● Work to complete:
Copy the lines below word for word, skipping any image.

====== Material for this task

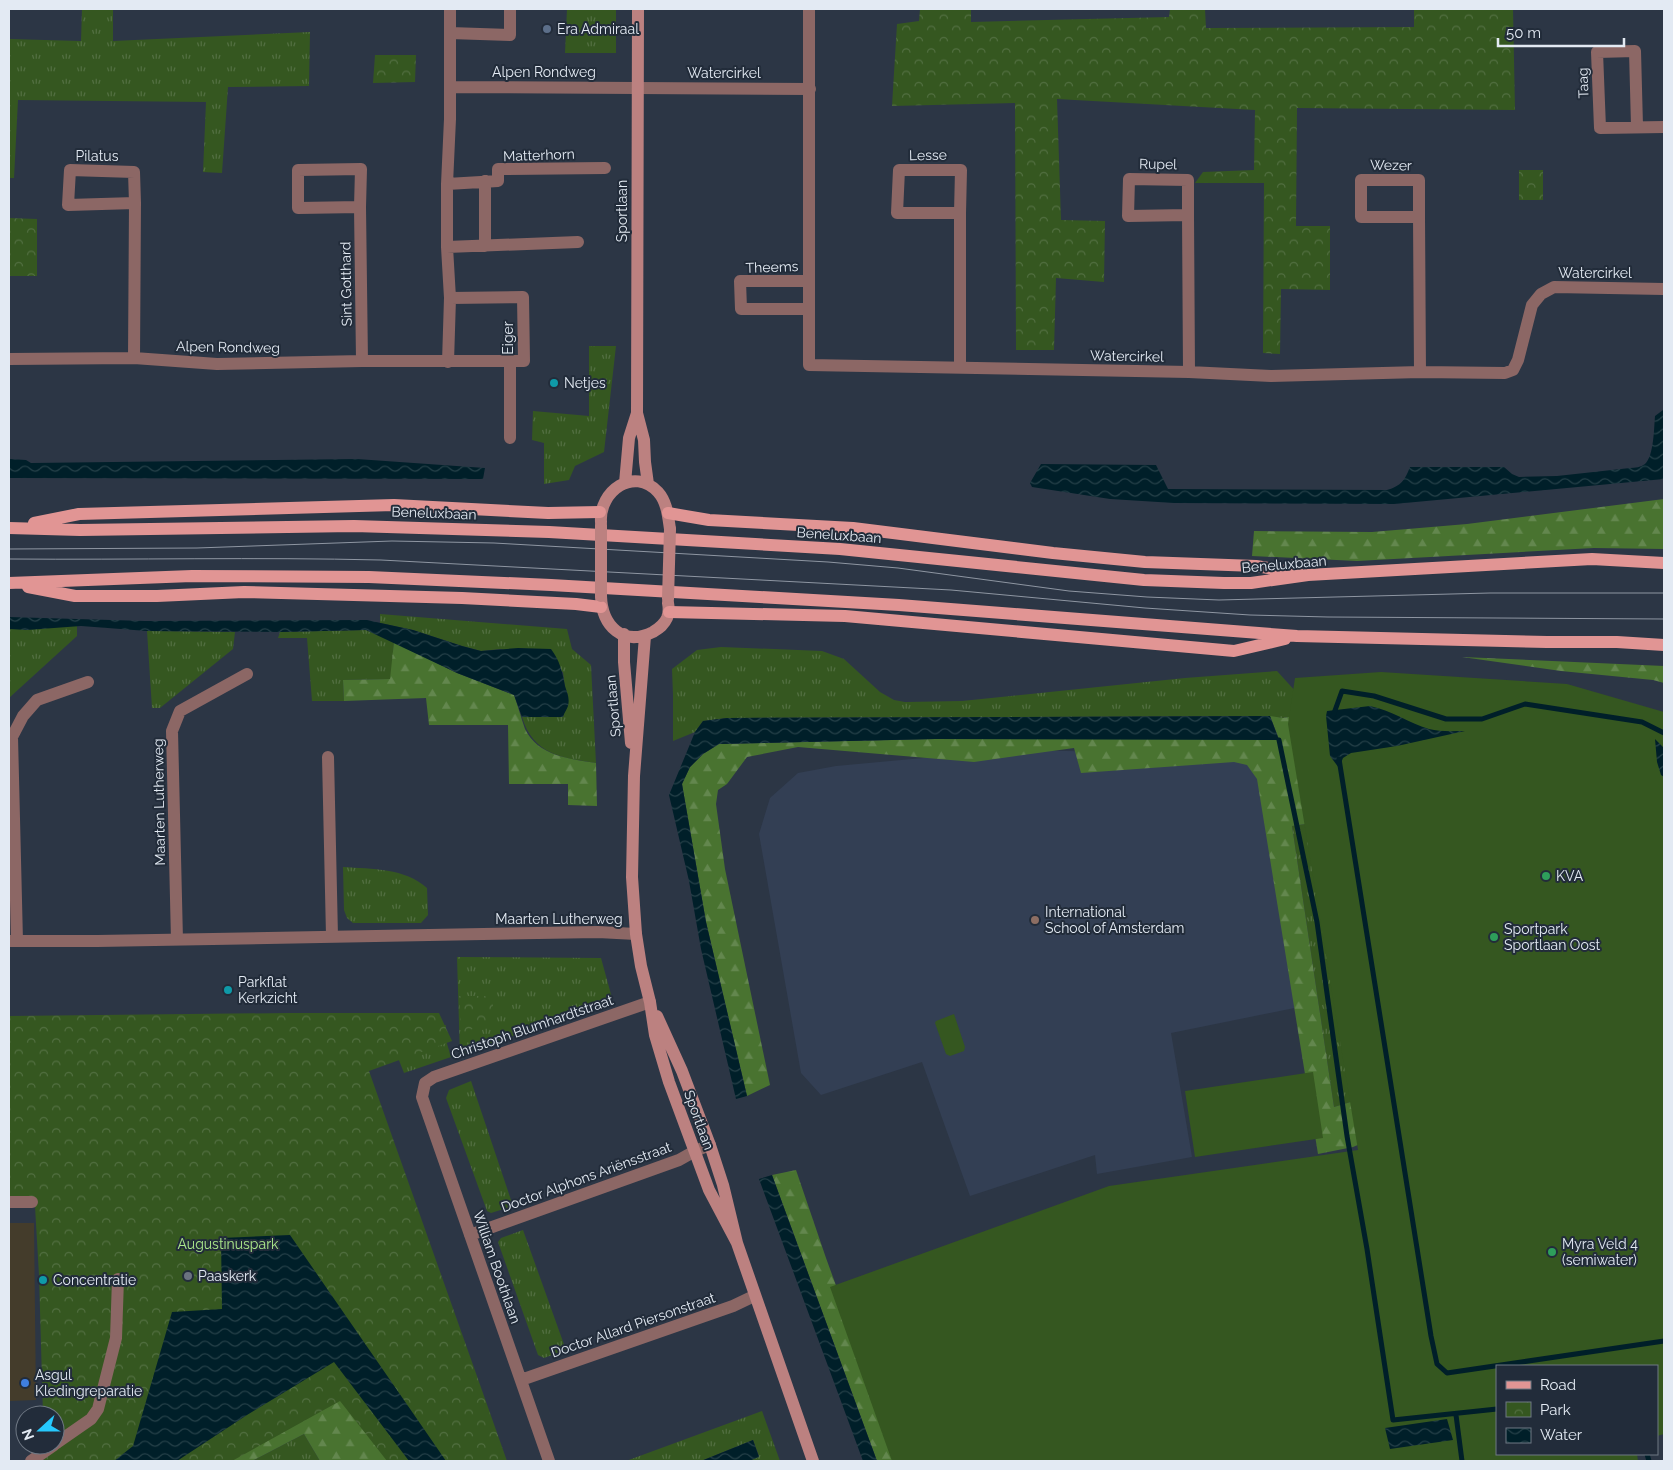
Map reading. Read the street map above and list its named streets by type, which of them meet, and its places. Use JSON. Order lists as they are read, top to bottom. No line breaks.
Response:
{"streets":{"main road":["Beneluxbaan"],"street":["Alpen Rondweg","Watercirkel","Taag","Matterhorn","Lesse","Pilatus","Rupel","Wezer","Sportlaan","Theems","Sint Gotthard","Eiger","Maarten Lutherweg","Christoph Blumhardtstraat","Doctor Alphons Ariënsstraat","William Boothlaan","Doctor Allard Piersonstraat"]},"crossings":[["Alpen Rondweg","Watercirkel"],["Alpen Rondweg","Pilatus"],["Alpen Rondweg","Sportlaan"],["Alpen Rondweg","Sint Gotthard"],["Alpen Rondweg","Eiger"],["Watercirkel","Lesse"],["Watercirkel","Rupel"],["Watercirkel","Wezer"],["Watercirkel","Sportlaan"],["Watercirkel","Theems"],["Sportlaan","Maarten Lutherweg"],["Sportlaan","Christoph Blumhardtstraat"],["Sportlaan","Doctor Alphons Ariënsstraat"],["Sportlaan","Doctor Allard Piersonstraat"],["Christoph Blumhardtstraat","William Boothlaan"],["Doctor Alphons Ariënsstraat","William Boothlaan"],["William Boothlaan","Doctor Allard Piersonstraat"]],"parks":["Augustinuspark"],"places":["Era Admiraal","Netjes","KVA","International School of Amsterdam","Sportpark Sportlaan Oost","Parkflat Kerkzicht","Myra Veld 4 (semiwater)","Paaskerk","Concentratie","Asgul Kledingreparatie"],"legend":["Road","Park","Water"],"scale_bar":"50 m","north":"left"}
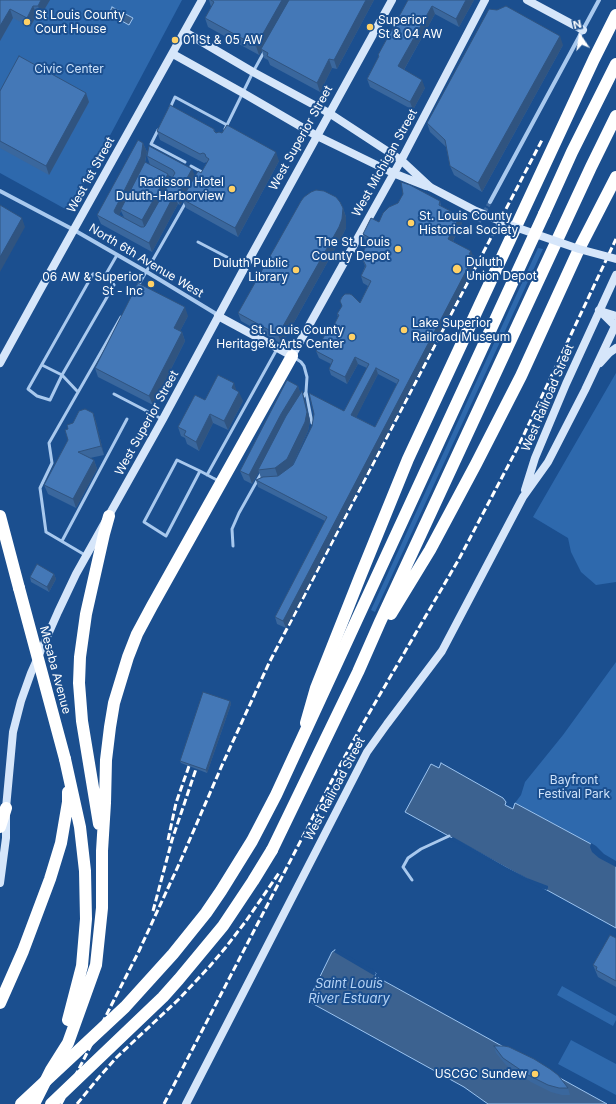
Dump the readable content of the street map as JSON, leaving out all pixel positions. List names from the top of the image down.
{
  "streets": {
    "highway": ["Mesaba Avenue"],
    "street": [
      "West Superior Street",
      "West Michigan Street",
      "West 1st Street",
      "North 6th Avenue West",
      "West Railroad Street"
    ]
  },
  "crossings": [
    ["West Superior Street", "North 6th Avenue West"],
    ["West 1st Street", "North 6th Avenue West"]
  ],
  "water": ["Saint Louis River Estuary"],
  "parks": ["Civic Center", "Bayfront Festival Park"],
  "places": [
    "St Louis County Court House",
    "Superior St & 04 AW",
    "01 St & 05 AW",
    "Radisson Hotel Duluth-Harborview",
    "St. Louis County Historical Society",
    "The St. Louis County Depot",
    "Duluth Union Depot",
    "Duluth Public Library",
    "06 AW & Superior St - Inc",
    "Lake Superior Railroad Museum",
    "St. Louis County Heritage & Arts Center",
    "USCGC Sundew"
  ],
  "north": "top"
}
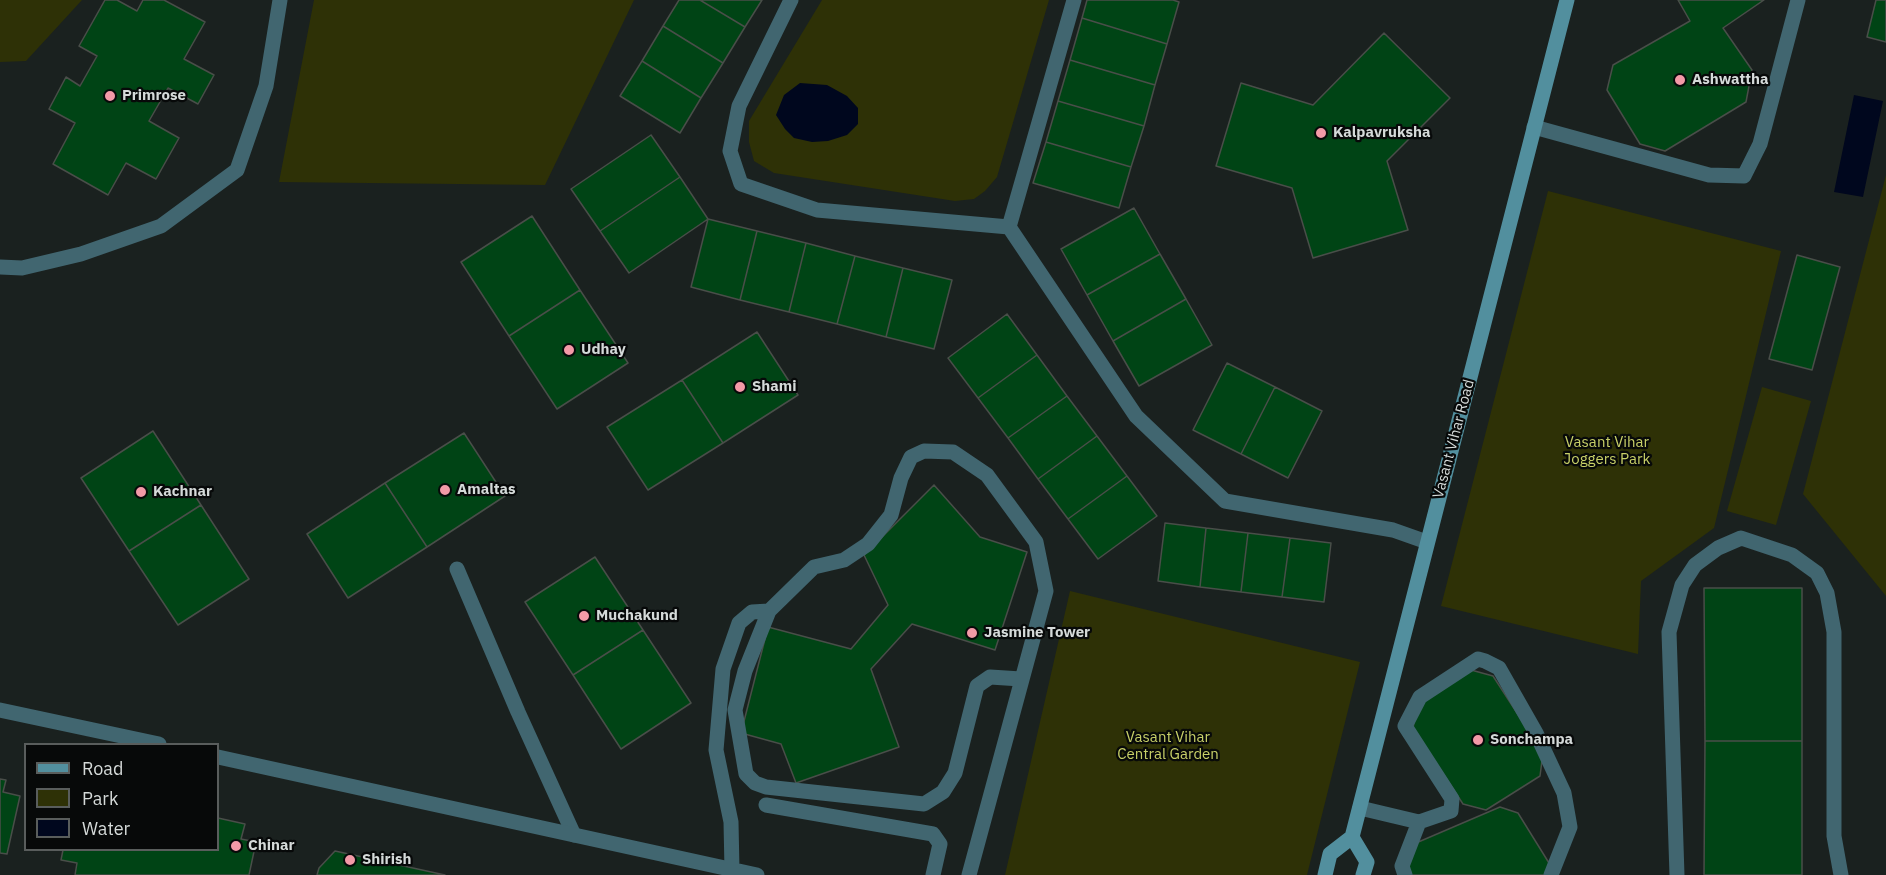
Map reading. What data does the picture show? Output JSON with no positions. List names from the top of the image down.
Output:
{
  "streets": {
    "street": ["Vasant Vihar Road"]
  },
  "parks": ["Vasant Vihar Joggers Park", "Vasant Vihar Central Garden"],
  "places": [
    "Ashwattha",
    "Primrose",
    "Kalpavruksha",
    "Udhay",
    "Shami",
    "Amaltas",
    "Kachnar",
    "Muchakund",
    "Jasmine Tower",
    "Sonchampa",
    "Chinar",
    "Shirish"
  ],
  "legend": ["Road", "Park", "Water"]
}
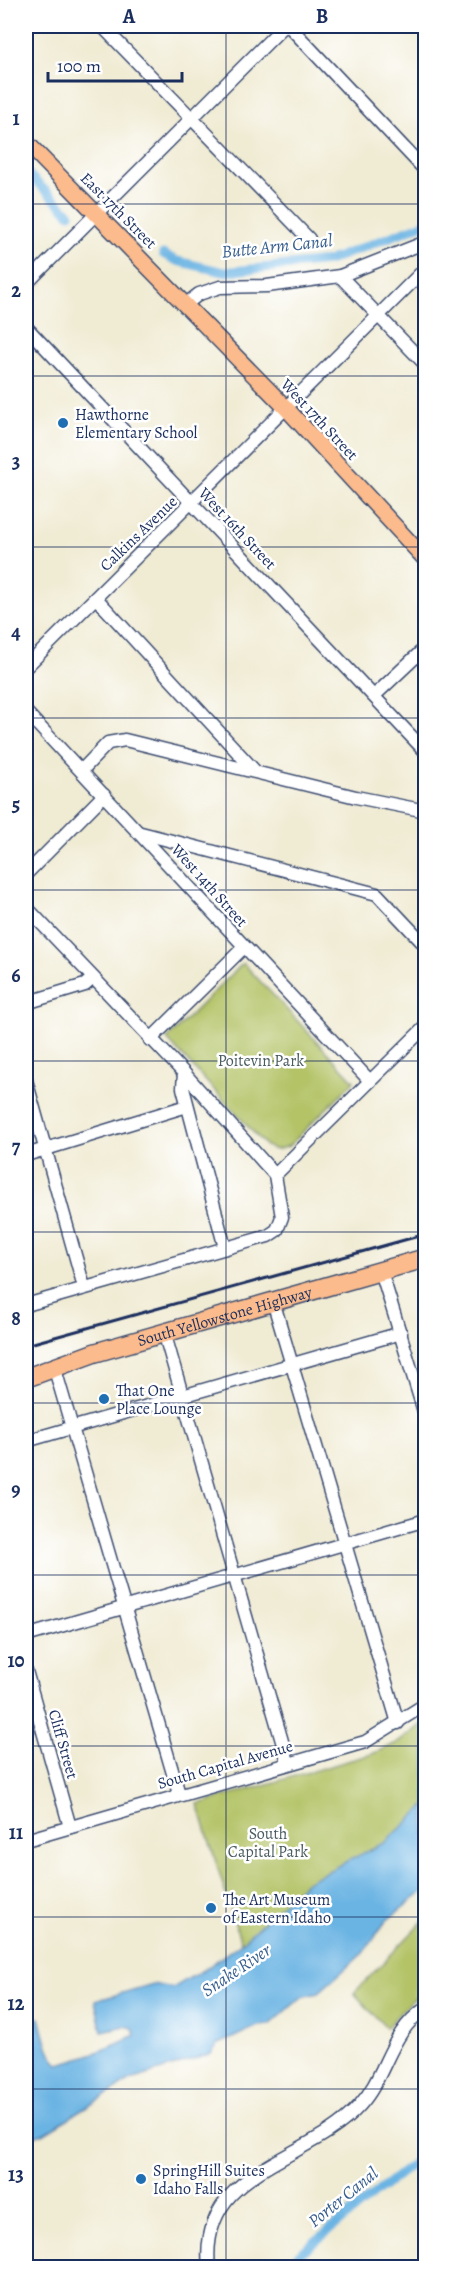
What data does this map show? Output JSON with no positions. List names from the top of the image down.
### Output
{
  "streets": {
    "highway": ["South Yellowstone Highway"],
    "main road": ["East 17th Street", "West 17th Street"],
    "street": [
      "West 16th Street",
      "Calkins Avenue",
      "West 14th Street",
      "Cliff Street",
      "South Capital Avenue"
    ]
  },
  "crossings": [
    ["East 17th Street", "West 17th Street"],
    ["West 17th Street", "Calkins Avenue"],
    ["West 16th Street", "Calkins Avenue"],
    ["Cliff Street", "South Capital Avenue"]
  ],
  "water": ["Butte Arm Canal", "Snake River", "Porter Canal"],
  "parks": ["Poitevin Park", "South Capital Park"],
  "places": [
    "Hawthorne Elementary School",
    "That One Place Lounge",
    "The Art Museum of Eastern Idaho",
    "SpringHill Suites Idaho Falls"
  ],
  "scale_bar": "100 m",
  "grid": {
    "columns": ["A", "B"],
    "rows": [
      "1",
      "2",
      "3",
      "4",
      "5",
      "6",
      "7",
      "8",
      "9",
      "10",
      "11",
      "12",
      "13"
    ]
  }
}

============

● Exercise response:
Map reading. Read the street map above and list its named streets by type, which of them meet, and its places. Use JSON. Order lists as they are read, top to bottom. No line breaks.
Response:
{"streets":{"main road":["Beneluxbaan"],"street":["Alpen Rondweg","Watercirkel","Taag","Matterhorn","Lesse","Pilatus","Rupel","Wezer","Sportlaan","Theems","Sint Gotthard","Eiger","Maarten Lutherweg","Christoph Blumhardtstraat","Doctor Alphons Ariënsstraat","William Boothlaan","Doctor Allard Piersonstraat"]},"crossings":[["Alpen Rondweg","Watercirkel"],["Alpen Rondweg","Pilatus"],["Alpen Rondweg","Sportlaan"],["Alpen Rondweg","Sint Gotthard"],["Alpen Rondweg","Eiger"],["Watercirkel","Lesse"],["Watercirkel","Rupel"],["Watercirkel","Wezer"],["Watercirkel","Sportlaan"],["Watercirkel","Theems"],["Sportlaan","Maarten Lutherweg"],["Sportlaan","Christoph Blumhardtstraat"],["Sportlaan","Doctor Alphons Ariënsstraat"],["Sportlaan","Doctor Allard Piersonstraat"],["Christoph Blumhardtstraat","William Boothlaan"],["Doctor Alphons Ariënsstraat","William Boothlaan"],["William Boothlaan","Doctor Allard Piersonstraat"]],"parks":["Augustinuspark"],"places":["Era Admiraal","Netjes","KVA","International School of Amsterdam","Sportpark Sportlaan Oost","Parkflat Kerkzicht","Myra Veld 4 (semiwater)","Paaskerk","Concentratie","Asgul Kledingreparatie"],"legend":["Road","Park","Water"],"scale_bar":"50 m","north":"left"}
Dump the readable content of the street map as JSON, leaving out all pixel positions. List names from the top of the image down.
{
  "streets": {
    "highway": ["Mesaba Avenue"],
    "street": [
      "West Superior Street",
      "West Michigan Street",
      "West 1st Street",
      "North 6th Avenue West",
      "West Railroad Street"
    ]
  },
  "crossings": [
    ["West Superior Street", "North 6th Avenue West"],
    ["West 1st Street", "North 6th Avenue West"]
  ],
  "water": ["Saint Louis River Estuary"],
  "parks": ["Civic Center", "Bayfront Festival Park"],
  "places": [
    "St Louis County Court House",
    "Superior St & 04 AW",
    "01 St & 05 AW",
    "Radisson Hotel Duluth-Harborview",
    "St. Louis County Historical Society",
    "The St. Louis County Depot",
    "Duluth Union Depot",
    "Duluth Public Library",
    "06 AW & Superior St - Inc",
    "Lake Superior Railroad Museum",
    "St. Louis County Heritage & Arts Center",
    "USCGC Sundew"
  ],
  "north": "top"
}
Map reading. What data does the picture show? Output JSON with no positions. List names from the top of the image down.
Output:
{
  "streets": {
    "street": ["Vasant Vihar Road"]
  },
  "parks": ["Vasant Vihar Joggers Park", "Vasant Vihar Central Garden"],
  "places": [
    "Ashwattha",
    "Primrose",
    "Kalpavruksha",
    "Udhay",
    "Shami",
    "Amaltas",
    "Kachnar",
    "Muchakund",
    "Jasmine Tower",
    "Sonchampa",
    "Chinar",
    "Shirish"
  ],
  "legend": ["Road", "Park", "Water"]
}
What data does this map show? Output JSON with no positions. List names from the top of the image down.
### Output
{
  "streets": {
    "highway": ["South Yellowstone Highway"],
    "main road": ["East 17th Street", "West 17th Street"],
    "street": [
      "West 16th Street",
      "Calkins Avenue",
      "West 14th Street",
      "Cliff Street",
      "South Capital Avenue"
    ]
  },
  "crossings": [
    ["East 17th Street", "West 17th Street"],
    ["West 17th Street", "Calkins Avenue"],
    ["West 16th Street", "Calkins Avenue"],
    ["Cliff Street", "South Capital Avenue"]
  ],
  "water": ["Butte Arm Canal", "Snake River", "Porter Canal"],
  "parks": ["Poitevin Park", "South Capital Park"],
  "places": [
    "Hawthorne Elementary School",
    "That One Place Lounge",
    "The Art Museum of Eastern Idaho",
    "SpringHill Suites Idaho Falls"
  ],
  "scale_bar": "100 m",
  "grid": {
    "columns": ["A", "B"],
    "rows": [
      "1",
      "2",
      "3",
      "4",
      "5",
      "6",
      "7",
      "8",
      "9",
      "10",
      "11",
      "12",
      "13"
    ]
  }
}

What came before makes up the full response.